Because of the political climate at the time and the racial tension throughout the country, Robinson began receiving death threats from racist "fans". Robinson took the threats seriously and even began carry a gun. Thankfully, Robinson's life was never seriously threatened, but he was arrested in 1961 after waving his firearm at a restaurant employee that refused to serve him.

After three more solid seasons in Cincinnati, the Reds dealt their star player to Baltimore for two pitchers - Milt Pappas and Jack Baldschun, and OF Dick Simpson. The Cincinnati fans were livid, but Reds GM felt he was acting proactively, calling Robinson an "old 30." It was one of the worst trades in major league history - at least for the Reds.

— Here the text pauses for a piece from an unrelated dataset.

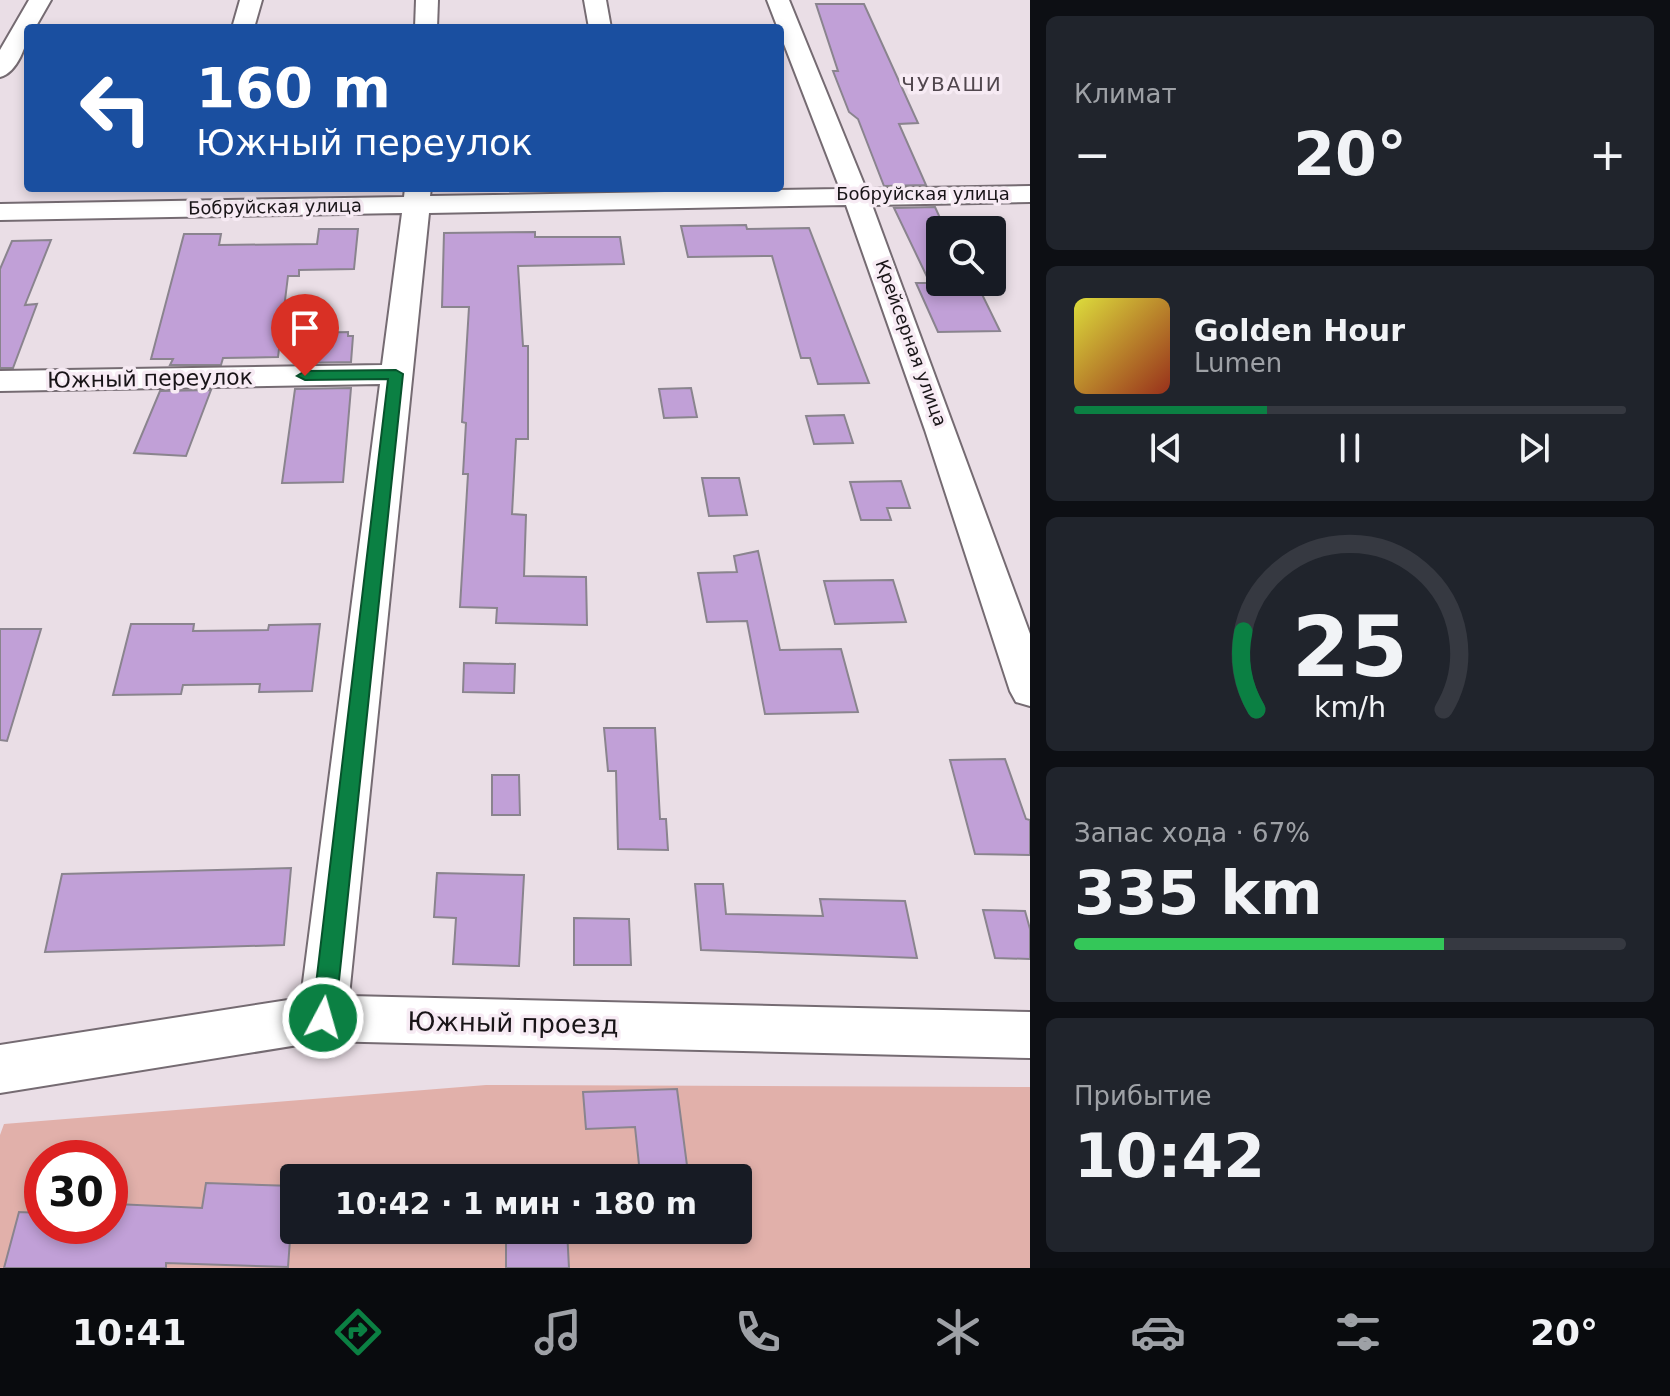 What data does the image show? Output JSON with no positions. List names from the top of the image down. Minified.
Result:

Not only was Robinson not over the hill, he played his best baseball in 1966 winning the Triple Crown and leading the Orioles to a World Series Championship. Not only did Robinson lead the AL in hitting (.316), home runs (49), and RBI (122), but he also topped the junior circuit in slugging percentage (.637) and runs (122). Robinson topped off his dream season by winning the World Series MVP, as his home run in Game 4 won the game 1-0 and capped off a sweep of the Dodgers.

Robinson nearly duplicated his Triple Crown feat in 1967, but an injury slowed him down. He still managed a .311 average (second in the AL), 30 home runs (fourth), and 94 RBI (third) in just 129 games.

Robinson would spend four more seasons in Baltimore before being dealt to Los Angeles in a six player deal. He would hit 19 home runs in 1972, his only as a Dodger, but managed just a .251 average. He was dealt to the cross-town Angels following the season.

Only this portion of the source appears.